How to narrow – or close – the gender gaps in education

Parents can give their sons and daughters equal support and encouragement for all of their school work and aspirations for their future. PISA results show that this doesn’t always happen. In all countries and economies that surveyed the parents of students who sat the PISA test, parents were more likely to expect their sons, rather than their daughters, to work in a science, technology, engineering or mathematics field – even when their 15-year-old boys and girls perform at the same level in mathematics.

Teachers can help by becoming more aware of their own gender biases that may affect how they award marks to students. They could also receive additional training in how to provide extra support to socio-economically disadvantaged students, since PISA finds that boys are more likely to underachieve when they attend schools with a large proportion of disadvantaged students. In addition, teachers can use teaching strategies that demand more of their students, since all students, but particularly girls, perform better in mathematics when their teachers ask them to try to solve mathematical problems independently.

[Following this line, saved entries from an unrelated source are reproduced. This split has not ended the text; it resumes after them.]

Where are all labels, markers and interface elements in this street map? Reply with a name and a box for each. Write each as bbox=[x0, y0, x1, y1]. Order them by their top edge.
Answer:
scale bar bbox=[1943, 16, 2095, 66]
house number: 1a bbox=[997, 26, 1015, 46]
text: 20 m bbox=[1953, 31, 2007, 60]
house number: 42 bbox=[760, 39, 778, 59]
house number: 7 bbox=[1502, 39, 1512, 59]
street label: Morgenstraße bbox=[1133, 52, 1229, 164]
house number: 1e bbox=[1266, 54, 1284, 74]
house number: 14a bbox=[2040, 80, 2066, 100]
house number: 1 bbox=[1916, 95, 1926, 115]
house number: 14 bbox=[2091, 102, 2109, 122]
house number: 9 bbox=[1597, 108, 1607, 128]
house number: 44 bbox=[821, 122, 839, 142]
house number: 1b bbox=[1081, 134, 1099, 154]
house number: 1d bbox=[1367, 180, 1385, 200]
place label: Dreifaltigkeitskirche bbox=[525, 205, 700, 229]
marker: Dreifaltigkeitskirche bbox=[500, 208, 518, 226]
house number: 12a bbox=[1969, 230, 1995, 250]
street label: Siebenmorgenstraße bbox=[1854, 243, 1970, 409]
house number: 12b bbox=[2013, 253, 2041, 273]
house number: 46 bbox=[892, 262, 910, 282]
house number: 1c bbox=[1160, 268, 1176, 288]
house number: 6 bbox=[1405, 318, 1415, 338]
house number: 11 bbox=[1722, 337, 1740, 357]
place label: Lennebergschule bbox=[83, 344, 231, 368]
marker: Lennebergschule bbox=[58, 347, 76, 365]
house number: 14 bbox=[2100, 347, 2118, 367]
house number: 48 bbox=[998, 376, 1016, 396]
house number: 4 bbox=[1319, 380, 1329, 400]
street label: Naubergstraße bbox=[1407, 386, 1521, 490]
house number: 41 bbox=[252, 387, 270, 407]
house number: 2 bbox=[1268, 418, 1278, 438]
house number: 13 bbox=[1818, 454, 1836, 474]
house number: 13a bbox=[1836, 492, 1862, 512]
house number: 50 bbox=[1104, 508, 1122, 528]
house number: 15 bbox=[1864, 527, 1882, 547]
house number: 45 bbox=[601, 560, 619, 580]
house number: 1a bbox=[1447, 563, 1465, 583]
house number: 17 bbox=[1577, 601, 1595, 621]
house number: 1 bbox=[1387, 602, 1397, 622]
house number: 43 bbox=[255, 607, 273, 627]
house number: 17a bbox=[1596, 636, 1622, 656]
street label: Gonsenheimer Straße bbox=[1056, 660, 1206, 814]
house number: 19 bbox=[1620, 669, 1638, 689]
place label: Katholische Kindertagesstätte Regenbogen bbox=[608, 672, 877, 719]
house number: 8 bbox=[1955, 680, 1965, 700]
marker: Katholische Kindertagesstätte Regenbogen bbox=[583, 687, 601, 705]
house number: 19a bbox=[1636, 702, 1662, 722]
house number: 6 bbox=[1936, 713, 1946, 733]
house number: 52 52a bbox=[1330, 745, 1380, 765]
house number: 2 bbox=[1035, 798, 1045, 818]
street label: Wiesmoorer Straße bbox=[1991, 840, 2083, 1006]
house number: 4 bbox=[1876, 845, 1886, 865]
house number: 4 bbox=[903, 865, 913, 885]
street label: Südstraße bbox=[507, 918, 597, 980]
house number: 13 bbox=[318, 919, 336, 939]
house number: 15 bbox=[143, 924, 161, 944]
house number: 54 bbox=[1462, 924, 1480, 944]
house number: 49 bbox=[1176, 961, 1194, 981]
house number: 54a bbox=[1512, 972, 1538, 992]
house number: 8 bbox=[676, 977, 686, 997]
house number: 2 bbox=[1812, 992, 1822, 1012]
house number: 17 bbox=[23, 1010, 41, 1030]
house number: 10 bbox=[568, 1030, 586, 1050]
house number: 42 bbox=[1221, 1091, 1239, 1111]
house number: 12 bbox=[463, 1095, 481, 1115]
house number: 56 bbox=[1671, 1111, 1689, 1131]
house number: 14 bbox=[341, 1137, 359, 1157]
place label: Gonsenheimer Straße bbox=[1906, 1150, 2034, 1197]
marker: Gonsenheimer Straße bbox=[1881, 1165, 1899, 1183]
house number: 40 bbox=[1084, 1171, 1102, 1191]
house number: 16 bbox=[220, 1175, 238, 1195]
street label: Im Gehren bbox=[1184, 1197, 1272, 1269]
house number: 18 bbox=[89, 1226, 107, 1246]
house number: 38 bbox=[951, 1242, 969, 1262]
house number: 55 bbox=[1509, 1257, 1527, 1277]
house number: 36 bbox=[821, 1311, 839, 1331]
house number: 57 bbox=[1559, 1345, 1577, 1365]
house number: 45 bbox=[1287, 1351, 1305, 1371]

In some of the top-performing countries and economies in PISA, such as Hong Kong-China, Shanghai-China, Singapore and Chinese Taipei, girls perform on a par with their male classmates in mathematics and attain higher scores than all boys in most other countries and economies around the world. Similarly, while in all countries and economies boys underperform in reading compared to girls – and by a wide margin – boys in the top-performing education systems score much higher in reading than girls elsewhere. These results strongly suggest that gender gaps in school performance are not determined by innate differences in ability. A concerted effort by parents, teachers, policy makers and opinion leaders is needed if both boys and girls are to be able to realise their full potential and contribute to the economic growth and well-being of their societies.